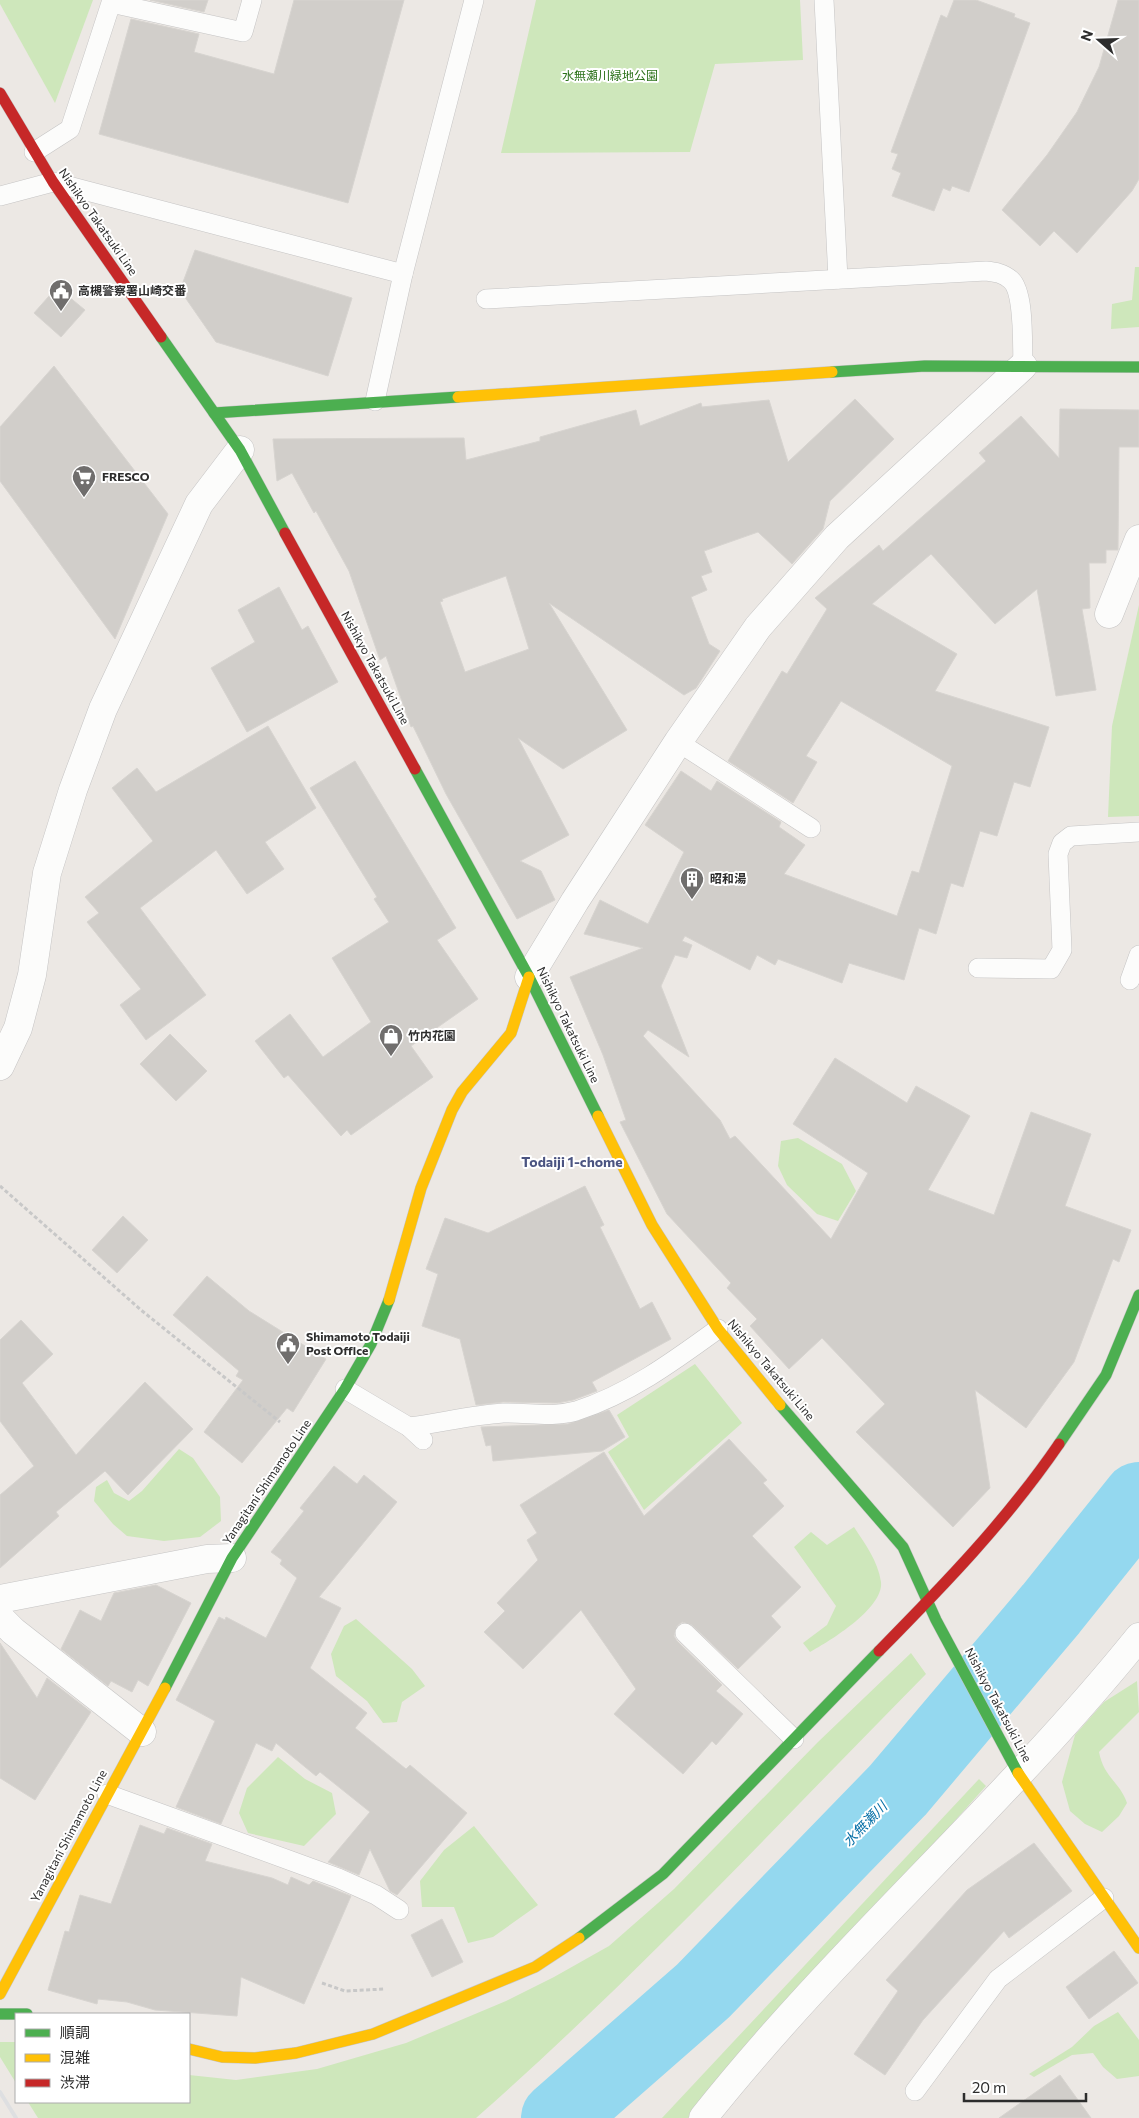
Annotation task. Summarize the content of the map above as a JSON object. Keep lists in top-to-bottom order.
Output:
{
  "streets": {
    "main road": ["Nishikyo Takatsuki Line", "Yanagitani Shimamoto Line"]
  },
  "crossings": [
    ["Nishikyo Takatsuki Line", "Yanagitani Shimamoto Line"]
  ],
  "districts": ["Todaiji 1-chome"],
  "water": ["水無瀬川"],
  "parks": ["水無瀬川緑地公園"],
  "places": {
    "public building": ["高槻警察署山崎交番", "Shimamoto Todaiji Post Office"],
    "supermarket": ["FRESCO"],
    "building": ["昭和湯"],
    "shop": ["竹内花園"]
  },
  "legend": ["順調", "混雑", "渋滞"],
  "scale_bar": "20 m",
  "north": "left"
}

Exercise
Your task is to retype the listing exactly, without its pictures.

Written solution
Annotation task. Summarize the content of the map above as a JSON object. Keep lists in top-to-bottom order.
Output:
{
  "streets": {
    "main road": ["Nishikyo Takatsuki Line", "Yanagitani Shimamoto Line"]
  },
  "crossings": [
    ["Nishikyo Takatsuki Line", "Yanagitani Shimamoto Line"]
  ],
  "districts": ["Todaiji 1-chome"],
  "water": ["水無瀬川"],
  "parks": ["水無瀬川緑地公園"],
  "places": {
    "public building": ["高槻警察署山崎交番", "Shimamoto Todaiji Post Office"],
    "supermarket": ["FRESCO"],
    "building": ["昭和湯"],
    "shop": ["竹内花園"]
  },
  "legend": ["順調", "混雑", "渋滞"],
  "scale_bar": "20 m",
  "north": "left"
}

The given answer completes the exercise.